(Saved entries)

━━━

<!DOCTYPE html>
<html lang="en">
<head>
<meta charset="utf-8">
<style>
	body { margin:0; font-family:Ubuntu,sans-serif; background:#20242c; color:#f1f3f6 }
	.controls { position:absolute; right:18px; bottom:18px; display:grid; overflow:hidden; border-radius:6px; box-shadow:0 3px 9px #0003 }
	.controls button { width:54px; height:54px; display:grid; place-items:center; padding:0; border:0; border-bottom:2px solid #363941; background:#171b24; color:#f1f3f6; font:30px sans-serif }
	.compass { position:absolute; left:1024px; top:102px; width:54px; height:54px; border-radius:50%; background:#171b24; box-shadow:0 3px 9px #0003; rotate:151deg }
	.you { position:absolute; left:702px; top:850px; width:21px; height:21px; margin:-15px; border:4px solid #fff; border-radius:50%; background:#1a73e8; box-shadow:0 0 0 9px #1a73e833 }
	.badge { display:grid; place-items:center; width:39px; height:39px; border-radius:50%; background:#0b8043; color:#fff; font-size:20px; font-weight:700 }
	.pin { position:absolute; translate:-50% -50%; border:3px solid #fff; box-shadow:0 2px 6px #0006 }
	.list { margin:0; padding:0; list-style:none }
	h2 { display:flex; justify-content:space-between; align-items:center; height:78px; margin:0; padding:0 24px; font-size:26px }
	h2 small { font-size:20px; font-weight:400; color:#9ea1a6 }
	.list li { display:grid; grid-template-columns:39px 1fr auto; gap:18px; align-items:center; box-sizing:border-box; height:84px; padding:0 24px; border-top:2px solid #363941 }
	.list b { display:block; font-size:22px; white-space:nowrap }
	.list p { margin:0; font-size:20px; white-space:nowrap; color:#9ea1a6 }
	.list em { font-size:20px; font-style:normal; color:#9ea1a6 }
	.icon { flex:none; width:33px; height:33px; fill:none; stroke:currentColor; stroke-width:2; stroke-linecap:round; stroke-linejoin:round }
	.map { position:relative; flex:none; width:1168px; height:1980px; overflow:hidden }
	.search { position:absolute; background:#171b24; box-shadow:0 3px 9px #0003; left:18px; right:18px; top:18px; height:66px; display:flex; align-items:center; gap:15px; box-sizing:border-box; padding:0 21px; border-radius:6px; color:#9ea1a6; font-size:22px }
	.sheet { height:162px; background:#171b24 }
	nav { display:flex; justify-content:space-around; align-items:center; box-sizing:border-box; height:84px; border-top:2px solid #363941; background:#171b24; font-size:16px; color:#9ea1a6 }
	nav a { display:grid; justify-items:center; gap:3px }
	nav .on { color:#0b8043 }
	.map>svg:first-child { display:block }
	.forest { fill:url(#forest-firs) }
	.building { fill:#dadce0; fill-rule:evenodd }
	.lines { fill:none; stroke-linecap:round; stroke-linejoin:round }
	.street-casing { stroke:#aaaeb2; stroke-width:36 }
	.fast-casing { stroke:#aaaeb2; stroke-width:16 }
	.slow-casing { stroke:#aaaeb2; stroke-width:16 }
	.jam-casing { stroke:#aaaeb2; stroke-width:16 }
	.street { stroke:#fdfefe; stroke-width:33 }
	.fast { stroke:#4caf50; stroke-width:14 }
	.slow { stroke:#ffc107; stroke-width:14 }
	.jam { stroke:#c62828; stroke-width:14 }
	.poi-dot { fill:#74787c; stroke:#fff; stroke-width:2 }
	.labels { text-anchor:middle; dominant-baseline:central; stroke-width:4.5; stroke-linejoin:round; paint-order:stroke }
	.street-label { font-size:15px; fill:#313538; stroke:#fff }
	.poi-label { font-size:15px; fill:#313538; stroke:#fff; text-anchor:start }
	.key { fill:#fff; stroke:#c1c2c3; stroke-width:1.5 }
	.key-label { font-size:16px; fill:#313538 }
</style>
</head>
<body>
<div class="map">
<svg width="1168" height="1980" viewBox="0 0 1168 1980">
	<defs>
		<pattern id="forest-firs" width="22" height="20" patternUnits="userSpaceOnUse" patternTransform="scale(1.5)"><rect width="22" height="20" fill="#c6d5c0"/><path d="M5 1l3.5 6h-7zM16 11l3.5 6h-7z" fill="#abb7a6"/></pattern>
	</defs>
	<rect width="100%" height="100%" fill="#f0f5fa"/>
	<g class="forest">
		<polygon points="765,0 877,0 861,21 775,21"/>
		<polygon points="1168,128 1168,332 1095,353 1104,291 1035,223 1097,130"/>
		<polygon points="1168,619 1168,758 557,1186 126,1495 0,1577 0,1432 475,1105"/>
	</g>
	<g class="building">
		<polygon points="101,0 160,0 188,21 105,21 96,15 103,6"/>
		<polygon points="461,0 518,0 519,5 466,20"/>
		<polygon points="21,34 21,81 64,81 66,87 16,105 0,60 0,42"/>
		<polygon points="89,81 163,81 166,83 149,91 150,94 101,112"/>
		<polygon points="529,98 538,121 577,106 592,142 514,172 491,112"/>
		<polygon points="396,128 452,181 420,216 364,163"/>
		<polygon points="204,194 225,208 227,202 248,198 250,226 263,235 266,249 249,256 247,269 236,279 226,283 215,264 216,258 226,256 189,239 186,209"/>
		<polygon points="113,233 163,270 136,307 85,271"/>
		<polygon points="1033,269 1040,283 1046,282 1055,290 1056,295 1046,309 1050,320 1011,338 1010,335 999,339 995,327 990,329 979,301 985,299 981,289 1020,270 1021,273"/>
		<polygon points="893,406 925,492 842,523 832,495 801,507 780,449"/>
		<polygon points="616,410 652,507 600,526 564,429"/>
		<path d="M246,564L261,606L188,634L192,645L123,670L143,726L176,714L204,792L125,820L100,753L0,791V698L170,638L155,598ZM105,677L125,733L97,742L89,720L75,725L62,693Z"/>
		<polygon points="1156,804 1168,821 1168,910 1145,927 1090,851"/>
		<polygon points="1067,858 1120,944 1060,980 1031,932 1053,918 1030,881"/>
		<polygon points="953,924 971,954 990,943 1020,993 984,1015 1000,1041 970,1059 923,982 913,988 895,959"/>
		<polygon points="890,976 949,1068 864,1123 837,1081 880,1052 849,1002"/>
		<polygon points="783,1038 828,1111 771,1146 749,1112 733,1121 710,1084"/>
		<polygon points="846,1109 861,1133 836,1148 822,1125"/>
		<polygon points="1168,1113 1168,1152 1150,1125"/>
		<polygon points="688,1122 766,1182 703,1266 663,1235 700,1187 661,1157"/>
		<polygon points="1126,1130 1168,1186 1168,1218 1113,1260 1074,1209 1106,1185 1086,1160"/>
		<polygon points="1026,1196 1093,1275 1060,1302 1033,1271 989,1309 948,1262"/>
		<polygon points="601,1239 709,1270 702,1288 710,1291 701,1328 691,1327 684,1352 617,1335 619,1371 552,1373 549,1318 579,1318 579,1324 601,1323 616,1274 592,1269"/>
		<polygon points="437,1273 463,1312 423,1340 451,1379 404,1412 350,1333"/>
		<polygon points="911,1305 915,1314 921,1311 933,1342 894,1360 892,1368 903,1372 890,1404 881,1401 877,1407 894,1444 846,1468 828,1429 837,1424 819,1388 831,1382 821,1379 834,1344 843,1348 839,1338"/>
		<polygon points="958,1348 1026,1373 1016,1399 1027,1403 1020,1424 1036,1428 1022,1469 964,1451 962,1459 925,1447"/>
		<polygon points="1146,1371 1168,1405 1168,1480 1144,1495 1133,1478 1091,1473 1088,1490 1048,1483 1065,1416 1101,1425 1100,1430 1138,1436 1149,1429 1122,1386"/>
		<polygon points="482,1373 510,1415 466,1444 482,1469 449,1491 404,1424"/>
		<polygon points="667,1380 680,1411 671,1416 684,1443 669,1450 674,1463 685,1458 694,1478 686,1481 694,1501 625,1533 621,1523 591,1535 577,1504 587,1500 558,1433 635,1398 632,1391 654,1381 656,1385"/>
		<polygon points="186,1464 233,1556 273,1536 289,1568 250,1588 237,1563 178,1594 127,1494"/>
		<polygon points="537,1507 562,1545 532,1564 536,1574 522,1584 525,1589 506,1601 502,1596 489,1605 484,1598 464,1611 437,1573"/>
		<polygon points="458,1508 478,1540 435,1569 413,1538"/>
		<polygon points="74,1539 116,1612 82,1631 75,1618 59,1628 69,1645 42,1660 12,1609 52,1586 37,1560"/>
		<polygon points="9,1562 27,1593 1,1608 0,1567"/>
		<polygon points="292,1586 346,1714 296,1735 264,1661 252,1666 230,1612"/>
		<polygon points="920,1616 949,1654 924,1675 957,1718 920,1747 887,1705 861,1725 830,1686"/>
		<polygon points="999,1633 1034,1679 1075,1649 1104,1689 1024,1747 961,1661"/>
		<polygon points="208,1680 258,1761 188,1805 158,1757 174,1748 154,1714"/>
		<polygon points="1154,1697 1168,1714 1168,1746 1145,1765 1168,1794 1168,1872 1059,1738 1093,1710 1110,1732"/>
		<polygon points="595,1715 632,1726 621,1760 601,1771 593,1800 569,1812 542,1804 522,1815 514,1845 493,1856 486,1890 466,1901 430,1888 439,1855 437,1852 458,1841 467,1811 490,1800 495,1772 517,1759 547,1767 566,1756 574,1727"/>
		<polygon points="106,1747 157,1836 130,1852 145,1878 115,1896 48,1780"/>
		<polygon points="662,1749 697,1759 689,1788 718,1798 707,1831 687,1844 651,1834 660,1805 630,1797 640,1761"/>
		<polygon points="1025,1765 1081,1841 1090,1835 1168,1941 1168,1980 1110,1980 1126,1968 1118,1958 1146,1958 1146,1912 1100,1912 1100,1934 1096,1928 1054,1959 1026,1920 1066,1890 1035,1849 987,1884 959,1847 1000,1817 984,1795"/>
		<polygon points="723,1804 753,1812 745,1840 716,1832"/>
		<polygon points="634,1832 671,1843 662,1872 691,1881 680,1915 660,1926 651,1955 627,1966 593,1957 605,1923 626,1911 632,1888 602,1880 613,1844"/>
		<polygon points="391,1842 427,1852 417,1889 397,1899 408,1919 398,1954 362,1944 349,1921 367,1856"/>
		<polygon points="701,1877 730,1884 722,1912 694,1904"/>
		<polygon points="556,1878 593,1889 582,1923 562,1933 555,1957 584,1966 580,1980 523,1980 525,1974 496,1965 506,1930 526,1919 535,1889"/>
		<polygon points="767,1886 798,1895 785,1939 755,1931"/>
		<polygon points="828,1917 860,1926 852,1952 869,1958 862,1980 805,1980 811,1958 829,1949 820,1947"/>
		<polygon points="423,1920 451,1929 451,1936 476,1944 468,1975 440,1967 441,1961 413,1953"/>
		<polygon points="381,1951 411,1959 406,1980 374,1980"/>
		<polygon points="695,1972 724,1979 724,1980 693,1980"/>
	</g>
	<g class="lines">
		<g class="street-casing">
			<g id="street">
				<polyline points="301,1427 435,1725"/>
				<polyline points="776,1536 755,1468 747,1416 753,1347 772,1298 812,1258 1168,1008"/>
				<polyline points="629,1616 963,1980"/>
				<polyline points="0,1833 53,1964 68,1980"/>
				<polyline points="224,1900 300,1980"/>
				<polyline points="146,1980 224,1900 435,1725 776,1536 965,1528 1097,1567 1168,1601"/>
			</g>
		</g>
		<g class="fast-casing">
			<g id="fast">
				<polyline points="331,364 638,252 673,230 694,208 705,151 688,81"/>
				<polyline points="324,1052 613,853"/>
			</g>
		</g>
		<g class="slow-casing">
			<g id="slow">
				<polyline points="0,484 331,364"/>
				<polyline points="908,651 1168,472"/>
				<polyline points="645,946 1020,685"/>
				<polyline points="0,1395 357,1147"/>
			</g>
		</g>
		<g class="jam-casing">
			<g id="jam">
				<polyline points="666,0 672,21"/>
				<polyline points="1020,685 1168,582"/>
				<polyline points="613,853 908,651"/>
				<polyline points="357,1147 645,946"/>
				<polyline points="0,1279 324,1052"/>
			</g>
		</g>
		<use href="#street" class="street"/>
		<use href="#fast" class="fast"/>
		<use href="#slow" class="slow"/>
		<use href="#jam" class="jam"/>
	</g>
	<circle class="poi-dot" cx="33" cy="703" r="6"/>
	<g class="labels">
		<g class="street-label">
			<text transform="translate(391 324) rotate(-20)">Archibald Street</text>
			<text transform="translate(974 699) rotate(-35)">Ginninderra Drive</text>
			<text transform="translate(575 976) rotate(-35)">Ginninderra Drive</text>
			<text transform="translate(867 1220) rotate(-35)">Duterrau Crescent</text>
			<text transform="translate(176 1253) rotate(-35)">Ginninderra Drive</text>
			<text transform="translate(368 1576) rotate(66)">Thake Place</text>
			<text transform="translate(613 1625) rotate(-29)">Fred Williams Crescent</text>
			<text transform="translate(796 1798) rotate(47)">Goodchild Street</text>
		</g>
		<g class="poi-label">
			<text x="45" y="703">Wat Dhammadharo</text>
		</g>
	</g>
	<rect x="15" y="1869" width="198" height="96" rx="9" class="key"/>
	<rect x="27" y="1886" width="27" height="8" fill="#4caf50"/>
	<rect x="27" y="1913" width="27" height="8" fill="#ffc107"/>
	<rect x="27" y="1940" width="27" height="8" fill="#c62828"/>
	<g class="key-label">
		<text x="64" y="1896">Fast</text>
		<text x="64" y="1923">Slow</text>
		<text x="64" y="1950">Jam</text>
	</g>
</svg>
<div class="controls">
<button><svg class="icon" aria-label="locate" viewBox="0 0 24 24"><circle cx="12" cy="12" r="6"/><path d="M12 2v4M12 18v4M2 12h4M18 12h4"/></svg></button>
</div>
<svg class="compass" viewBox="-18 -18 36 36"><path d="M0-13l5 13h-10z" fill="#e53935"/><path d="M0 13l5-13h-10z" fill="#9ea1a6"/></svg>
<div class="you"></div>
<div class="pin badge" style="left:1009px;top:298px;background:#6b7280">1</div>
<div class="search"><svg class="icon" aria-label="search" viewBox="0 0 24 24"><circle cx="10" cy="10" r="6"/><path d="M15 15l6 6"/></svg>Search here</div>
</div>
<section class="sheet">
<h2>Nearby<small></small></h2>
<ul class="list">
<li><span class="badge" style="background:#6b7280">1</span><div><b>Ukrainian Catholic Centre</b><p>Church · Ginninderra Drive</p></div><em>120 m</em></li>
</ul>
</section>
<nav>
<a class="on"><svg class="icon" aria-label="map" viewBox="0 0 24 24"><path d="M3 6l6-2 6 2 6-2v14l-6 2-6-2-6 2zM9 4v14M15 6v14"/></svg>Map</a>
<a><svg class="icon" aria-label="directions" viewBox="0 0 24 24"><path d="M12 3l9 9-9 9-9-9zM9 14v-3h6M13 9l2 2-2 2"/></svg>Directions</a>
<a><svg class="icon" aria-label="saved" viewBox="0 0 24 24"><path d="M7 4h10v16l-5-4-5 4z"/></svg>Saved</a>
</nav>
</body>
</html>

━━━

Copy from the line with "3l9 9-9 9-9-9zM9" to the final line of the records, inclusive, and add nothing else.

_RESPONSE BELOW:_
<a><svg class="icon" aria-label="directions" viewBox="0 0 24 24"><path d="M12 3l9 9-9 9-9-9zM9 14v-3h6M13 9l2 2-2 2"/></svg>Directions</a>
<a><svg class="icon" aria-label="saved" viewBox="0 0 24 24"><path d="M7 4h10v16l-5-4-5 4z"/></svg>Saved</a>
</nav>
</body>
</html>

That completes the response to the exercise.